They had been practising for over an hour and Reynard still had hardly broken sweat. Morgan stood facing him, his shield tied to his right hand and arm, as he still could not grip properly. He
was actually doing fine with the shield, though; it was his left hand that was the problem. He was using his own blade, little more than a soldier’s regular-issue weapon but one that he was
so familiar with it often felt like part of his arm. His right arm, that is; with his left he could barely coordinate a forward swing.

This was an informal practice; they were using regular weapons because neither of them seriously intended going for the other, Morgan now realised that intent was not the issue here –
basic ability was. How was he ever going to lead his men into battle?

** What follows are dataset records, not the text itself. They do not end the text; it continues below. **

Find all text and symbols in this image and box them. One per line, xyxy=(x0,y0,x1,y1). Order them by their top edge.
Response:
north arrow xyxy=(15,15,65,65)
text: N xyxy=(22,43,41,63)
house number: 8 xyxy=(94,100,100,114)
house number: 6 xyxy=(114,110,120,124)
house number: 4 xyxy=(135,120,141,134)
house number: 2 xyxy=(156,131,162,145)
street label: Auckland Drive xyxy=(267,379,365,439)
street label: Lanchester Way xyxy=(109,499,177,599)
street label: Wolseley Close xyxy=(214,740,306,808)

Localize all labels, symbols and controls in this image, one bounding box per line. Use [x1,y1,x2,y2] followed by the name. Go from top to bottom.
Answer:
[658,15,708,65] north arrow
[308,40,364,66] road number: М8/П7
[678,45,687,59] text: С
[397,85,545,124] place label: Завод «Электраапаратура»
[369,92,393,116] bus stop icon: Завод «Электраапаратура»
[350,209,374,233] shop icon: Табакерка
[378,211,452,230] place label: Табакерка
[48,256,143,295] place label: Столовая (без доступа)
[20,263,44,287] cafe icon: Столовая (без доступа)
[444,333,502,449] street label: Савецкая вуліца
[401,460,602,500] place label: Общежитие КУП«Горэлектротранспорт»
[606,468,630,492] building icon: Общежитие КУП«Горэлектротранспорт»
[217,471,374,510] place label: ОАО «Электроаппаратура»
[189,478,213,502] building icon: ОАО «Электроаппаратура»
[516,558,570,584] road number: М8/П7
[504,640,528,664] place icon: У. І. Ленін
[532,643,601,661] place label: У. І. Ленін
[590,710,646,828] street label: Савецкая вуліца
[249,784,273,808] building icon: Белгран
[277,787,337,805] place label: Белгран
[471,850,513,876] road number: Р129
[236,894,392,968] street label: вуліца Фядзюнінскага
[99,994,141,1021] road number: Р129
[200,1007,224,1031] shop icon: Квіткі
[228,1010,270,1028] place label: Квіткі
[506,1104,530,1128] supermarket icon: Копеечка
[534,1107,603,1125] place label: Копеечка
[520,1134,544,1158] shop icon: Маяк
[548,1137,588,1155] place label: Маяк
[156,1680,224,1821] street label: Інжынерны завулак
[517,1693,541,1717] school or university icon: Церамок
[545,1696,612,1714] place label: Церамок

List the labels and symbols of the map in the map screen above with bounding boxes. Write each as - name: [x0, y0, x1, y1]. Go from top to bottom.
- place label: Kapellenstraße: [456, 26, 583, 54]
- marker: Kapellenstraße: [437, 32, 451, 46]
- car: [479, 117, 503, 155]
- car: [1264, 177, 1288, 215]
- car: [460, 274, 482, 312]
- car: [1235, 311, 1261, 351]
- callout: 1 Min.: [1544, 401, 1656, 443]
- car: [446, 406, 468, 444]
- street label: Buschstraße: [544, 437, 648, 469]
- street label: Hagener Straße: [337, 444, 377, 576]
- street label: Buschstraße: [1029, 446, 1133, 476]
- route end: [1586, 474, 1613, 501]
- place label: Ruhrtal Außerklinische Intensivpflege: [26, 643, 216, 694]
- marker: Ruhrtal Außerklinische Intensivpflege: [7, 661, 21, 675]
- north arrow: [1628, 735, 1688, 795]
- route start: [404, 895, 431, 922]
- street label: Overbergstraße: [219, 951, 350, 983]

It was an odd thing but, until the last few months, he had barely met Reynard, even though they had both been fighting on the same side for many years, different duties and deployments usually
keeping them apart. Until recently, too, he was aware that Reynard had displayed that worst characteristic of one noble born, that of looking down on his fellow soldier. However, he now had to
accept that he had changed a little, matured perhaps with the extra responsibilities handed to him in having to lead the knights, liaise with the elves on the field, and time and execute his own
assaults on the enemy in the fluid cavalry war that was now going on between the rivers Vinoyen and Whiterush. It was not just the elves keeping the Arshumans in check.

Morgan attempted another swing at Reynard’s shield. The knight had time to check to see if the sun had reached noon, wonder if all the knights’ horses were stabled and fed, and
cogitate on the nature of attritional war, before idly blocking his feeble blow. Morgan blocked the riposte and shook his head.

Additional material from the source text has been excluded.